[Collected data entries]
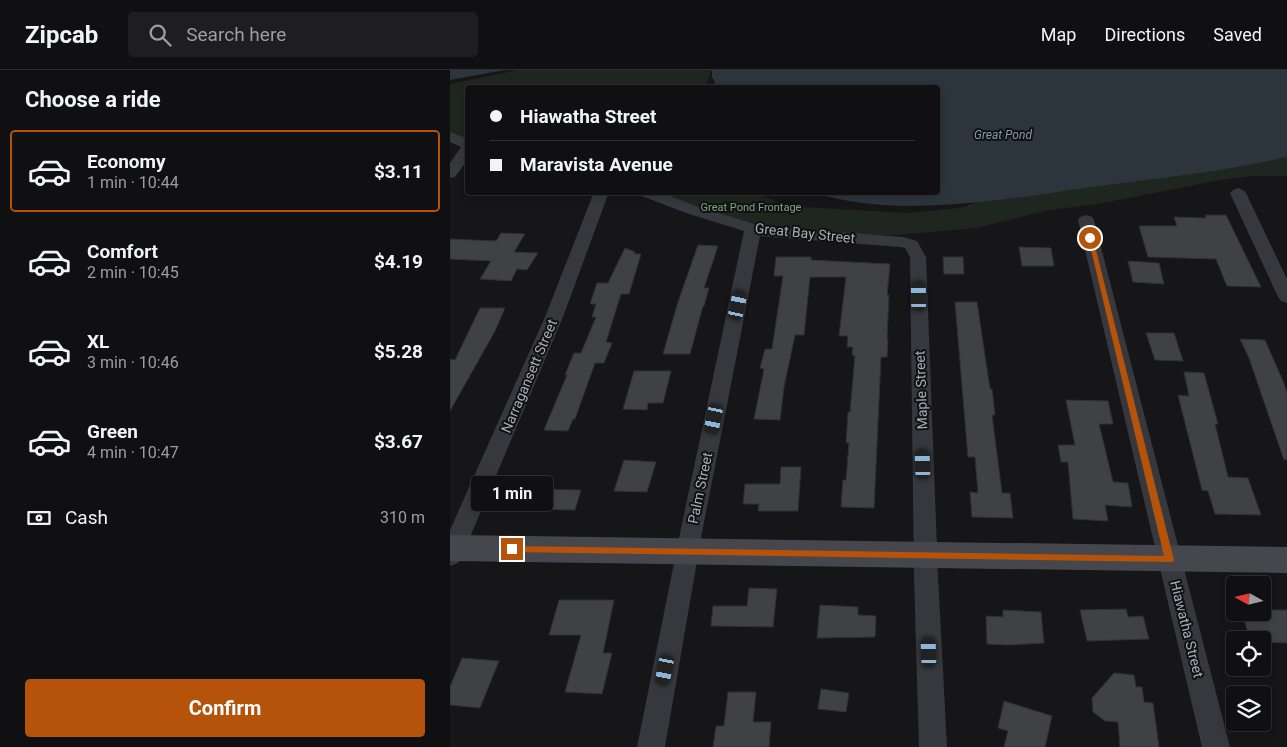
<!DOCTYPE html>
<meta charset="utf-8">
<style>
:root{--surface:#101012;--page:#1e1e20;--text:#f1f3f6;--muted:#9c9d9f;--line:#303032;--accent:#b45309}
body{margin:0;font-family:Roboto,sans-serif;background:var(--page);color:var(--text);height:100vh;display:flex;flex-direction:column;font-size:19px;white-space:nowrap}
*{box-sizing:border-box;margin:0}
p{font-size:16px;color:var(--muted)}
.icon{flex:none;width:28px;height:28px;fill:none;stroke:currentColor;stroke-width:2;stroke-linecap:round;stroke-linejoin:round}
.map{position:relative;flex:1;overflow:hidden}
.drawer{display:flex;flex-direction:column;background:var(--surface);width:450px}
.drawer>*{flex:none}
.hud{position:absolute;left:15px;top:15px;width:475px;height:110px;border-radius:5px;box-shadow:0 2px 8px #0003,0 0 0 1px var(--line);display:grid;align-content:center;height:110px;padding:0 25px;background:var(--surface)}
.needle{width:32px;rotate:278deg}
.tools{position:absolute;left:776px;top:506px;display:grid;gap:10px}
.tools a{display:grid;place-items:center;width:45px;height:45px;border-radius:5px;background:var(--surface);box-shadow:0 2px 8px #0003,0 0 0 1px var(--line);font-size:25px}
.end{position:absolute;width:22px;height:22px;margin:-11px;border:6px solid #b45309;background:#fff;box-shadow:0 0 0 2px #fff}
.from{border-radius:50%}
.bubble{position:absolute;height:35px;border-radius:5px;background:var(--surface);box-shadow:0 2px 8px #0003,0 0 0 1px var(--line);font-size:16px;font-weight:700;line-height:35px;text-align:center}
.car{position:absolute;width:15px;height:30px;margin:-15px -8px;border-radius:6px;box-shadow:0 0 4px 1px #0007;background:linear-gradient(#222 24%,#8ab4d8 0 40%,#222 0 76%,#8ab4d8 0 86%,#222 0)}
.hud b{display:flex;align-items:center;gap:18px;height:48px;font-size:19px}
.hud b+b{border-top:1px solid var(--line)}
.hud i{width:12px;height:12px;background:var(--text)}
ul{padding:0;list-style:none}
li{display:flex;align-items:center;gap:15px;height:82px;margin:0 10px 8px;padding:0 15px;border:2px solid transparent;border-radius:5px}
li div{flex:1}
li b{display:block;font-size:19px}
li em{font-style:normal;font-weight:700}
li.current{border-color:var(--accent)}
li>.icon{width:45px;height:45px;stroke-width:1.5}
h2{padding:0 25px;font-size:22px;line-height:60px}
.pay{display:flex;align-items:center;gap:12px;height:55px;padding:0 25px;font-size:19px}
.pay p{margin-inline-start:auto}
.action{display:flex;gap:10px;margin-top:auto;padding:10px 25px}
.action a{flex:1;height:58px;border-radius:5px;background:var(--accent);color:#fff;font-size:20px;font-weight:700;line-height:58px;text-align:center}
header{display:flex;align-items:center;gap:30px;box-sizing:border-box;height:70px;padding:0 25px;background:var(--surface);border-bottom:1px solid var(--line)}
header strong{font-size:24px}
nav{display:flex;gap:28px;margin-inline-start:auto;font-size:18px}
.search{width:350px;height:45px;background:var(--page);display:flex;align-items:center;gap:12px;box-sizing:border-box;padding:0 18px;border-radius:5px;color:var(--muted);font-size:19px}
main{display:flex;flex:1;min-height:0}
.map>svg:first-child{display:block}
</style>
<header>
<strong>Zipcab</strong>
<div class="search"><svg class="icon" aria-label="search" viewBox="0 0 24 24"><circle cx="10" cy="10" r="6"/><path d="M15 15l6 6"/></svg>Search here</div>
<nav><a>Map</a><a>Directions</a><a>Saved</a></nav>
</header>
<main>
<section class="drawer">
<h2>Choose a ride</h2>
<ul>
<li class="current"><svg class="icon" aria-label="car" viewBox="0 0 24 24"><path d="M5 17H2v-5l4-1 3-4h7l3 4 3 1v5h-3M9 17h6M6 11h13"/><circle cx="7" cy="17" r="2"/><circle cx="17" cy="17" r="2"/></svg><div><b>Economy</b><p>1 min · 10:44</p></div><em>$3.11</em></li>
<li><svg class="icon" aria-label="car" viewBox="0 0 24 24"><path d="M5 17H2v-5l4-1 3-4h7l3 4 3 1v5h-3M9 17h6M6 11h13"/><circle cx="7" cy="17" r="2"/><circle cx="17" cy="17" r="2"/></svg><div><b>Comfort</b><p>2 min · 10:45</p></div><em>$4.19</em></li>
<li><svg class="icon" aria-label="car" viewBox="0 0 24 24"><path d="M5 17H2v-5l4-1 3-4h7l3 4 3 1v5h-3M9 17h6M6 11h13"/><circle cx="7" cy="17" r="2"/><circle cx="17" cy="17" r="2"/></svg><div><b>XL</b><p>3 min · 10:46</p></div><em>$5.28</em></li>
<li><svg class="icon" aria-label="car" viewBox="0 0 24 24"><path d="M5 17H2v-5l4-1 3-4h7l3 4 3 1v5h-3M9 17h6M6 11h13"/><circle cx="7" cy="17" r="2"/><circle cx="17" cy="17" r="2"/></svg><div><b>Green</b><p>4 min · 10:47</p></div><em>$3.67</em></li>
</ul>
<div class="pay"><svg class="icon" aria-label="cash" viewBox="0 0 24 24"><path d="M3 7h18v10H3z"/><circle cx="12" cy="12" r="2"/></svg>Cash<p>310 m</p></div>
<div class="action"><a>Confirm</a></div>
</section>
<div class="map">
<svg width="837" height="677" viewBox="0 0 837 677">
<rect width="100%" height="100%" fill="#161618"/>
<path fill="#1e261f" d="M68 0H262L259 5 256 17 18 18 17 76 0 67V14Z
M837 81V106H801L770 110 648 134 599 140 527 158 448 165H411L315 156 191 123H305L327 132 350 137 458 143 509 138 577 117Z"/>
<path fill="#2c353c" d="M0 0H55L0 10Z
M262 0H837V87C775 101 712 108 649 116 563 128 450 150 366 123L488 122V18L267 17 262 7Z"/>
<path fill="#404145" stroke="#303034" d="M755 145H776L811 217 777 216 766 189 698 187 689 156H727L724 147 756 148Z
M51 163 75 164 64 182 88 183 77 200 67 199 61 211 30 209 41 191 0 189V169L46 171Z
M248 175 268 176 254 218H259L254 236H253L240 284H213L228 232Z
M569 177 601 178 604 196H572Z
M175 178 185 182 184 184H191L179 224H171L156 272 162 273 154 293H145L125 349H123L118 361 94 360 117 305H115L124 283H131L146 247H142L146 234H140L147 213H158Z
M326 187H361V190L440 194 437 225H439L437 269H438L437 287H431L424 438 391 437 393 410H396L399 373H396L398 342H400L405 286 402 285 403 277H397L398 266H389L396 207H360L354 265H345L334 317 330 350 304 349 314 299 310 298 315 279H322L333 206H324Z
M493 187H513L514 204H494Z
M678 191 709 193 714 214 683 212Z
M505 232H527L540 319H542L545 345H542L552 423H560L563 448 522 447 520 422 528 423 525 387H518Z
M30 238H55L45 261 0 341V289L5 290Z
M696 263H724L733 291 705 290Z
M790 269 815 270 833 311 837 323V389L834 390 799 288Z
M184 301H221L213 333H198L197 340 173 339Z
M734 302 754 303 768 354H765L778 407 798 408 811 445 765 444 758 421 752 420 728 325 739 326Z
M616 330 658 331 663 354H649L663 412 678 413 682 437 655 435 658 451 623 449 618 392H611L608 375H625Z
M174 390 206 392 197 422 164 421Z
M331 397H351L348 441H308L309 434H293L295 414H330Z
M73 419 131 420 125 440 66 439Z
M299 518 327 519 323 557 261 556 263 536H297Z
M109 530H164L153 583H162L152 624 115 622 131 565H99Z
M370 535 408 537V545L426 546 425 567 367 568Z
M676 539 678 547 693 546 699 569 637 571 630 540Z
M553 540 591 542 594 573 558 575 537 574 536 546 553 547Z
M812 540H837V573L812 572V570H800L792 542H812Z
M12 588 49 591 30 638 0 635V617Z
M664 603 684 605 686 617H692L694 632 703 633 709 677H670L668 652 655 651 643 642 642 628Z
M371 619 399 623 396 642 368 639Z
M278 622H306L303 652H321L319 677H263L266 656H274Z
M554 631 602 646 595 677H554L558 661 548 658Z"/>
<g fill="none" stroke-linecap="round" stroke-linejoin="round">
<path fill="#37383d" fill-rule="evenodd" d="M0 62 18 69V89L5 107 0 108V93L11 77 0 72Z
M788 118 793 120 796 123 837 209V233L831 231 828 227 780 123 783 120Z
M144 122H159L113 247 12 486 8 493 0 496V460L95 247Z
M187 122H210L248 137 312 156 453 167 467 171 476 187 488 506 497 677H469L464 506 460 187 455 178 450 177 310 166 251 468 215 677H187L229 468 294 161 236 143 189 125Z
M636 145 642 147 644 150 780 677H752L628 150 630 147Z"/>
<path fill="#45474d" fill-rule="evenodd" d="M0 465 837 477V503L0 491Z"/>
</g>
<path fill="#b45309" d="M638 167 643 168 724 490 723 492 58 482V477L62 476 714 486Z"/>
<g text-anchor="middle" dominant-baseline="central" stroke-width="4" stroke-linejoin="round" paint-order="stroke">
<g font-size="11" fill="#7fa381" stroke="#111113">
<text x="301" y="137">Great Pond Frontage</text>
</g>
<g font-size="12" font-style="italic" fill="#7f9bb3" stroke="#111113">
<text x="553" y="65">Great Pond</text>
</g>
<g font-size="14" fill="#a8adb8" stroke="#111113">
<text transform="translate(355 163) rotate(6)">Great Bay Street</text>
<text transform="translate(79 306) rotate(-67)">Narragansett Street</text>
<text transform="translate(471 320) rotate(-92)">Maple Street</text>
<text transform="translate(250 418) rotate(-78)">Palm Street</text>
<text transform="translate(737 559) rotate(76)">Hiawatha Street</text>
</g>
</g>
</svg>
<div class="tools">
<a><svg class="needle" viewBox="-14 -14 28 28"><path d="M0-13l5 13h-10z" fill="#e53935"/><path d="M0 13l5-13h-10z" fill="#9c9d9f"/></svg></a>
<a><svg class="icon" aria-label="locate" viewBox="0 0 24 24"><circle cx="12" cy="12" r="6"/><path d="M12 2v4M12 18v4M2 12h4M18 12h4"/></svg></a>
<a><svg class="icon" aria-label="layers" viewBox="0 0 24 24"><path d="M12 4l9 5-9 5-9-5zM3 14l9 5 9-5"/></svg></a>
</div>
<i class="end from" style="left:640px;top:168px"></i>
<i class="end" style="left:62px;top:479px"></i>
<div class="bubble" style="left:21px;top:406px;width:82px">1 min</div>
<i class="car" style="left:469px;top:226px;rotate:359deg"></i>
<i class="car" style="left:288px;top:235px;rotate:12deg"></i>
<i class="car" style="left:264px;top:349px;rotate:192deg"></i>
<i class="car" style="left:473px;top:394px;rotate:358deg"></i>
<i class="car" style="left:479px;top:582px;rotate:358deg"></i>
<i class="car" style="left:215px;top:600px;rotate:191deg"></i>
<div class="hud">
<b><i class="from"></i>Hiawatha Street</b>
<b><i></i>Maravista Avenue</b>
</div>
</div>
</main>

§ AIM OF THE TASK
Review the entries above and return every line where "bubble" appears.

§ TASK RESPONSE
.bubble{position:absolute;height:35px;border-radius:5px;background:var(--surface);box-shadow:0 2px 8px #0003,0 0 0 1px var(--line);font-size:16px;font-weight:700;line-height:35px;text-align:center}
<div class="bubble" style="left:21px;top:406px;width:82px">1 min</div>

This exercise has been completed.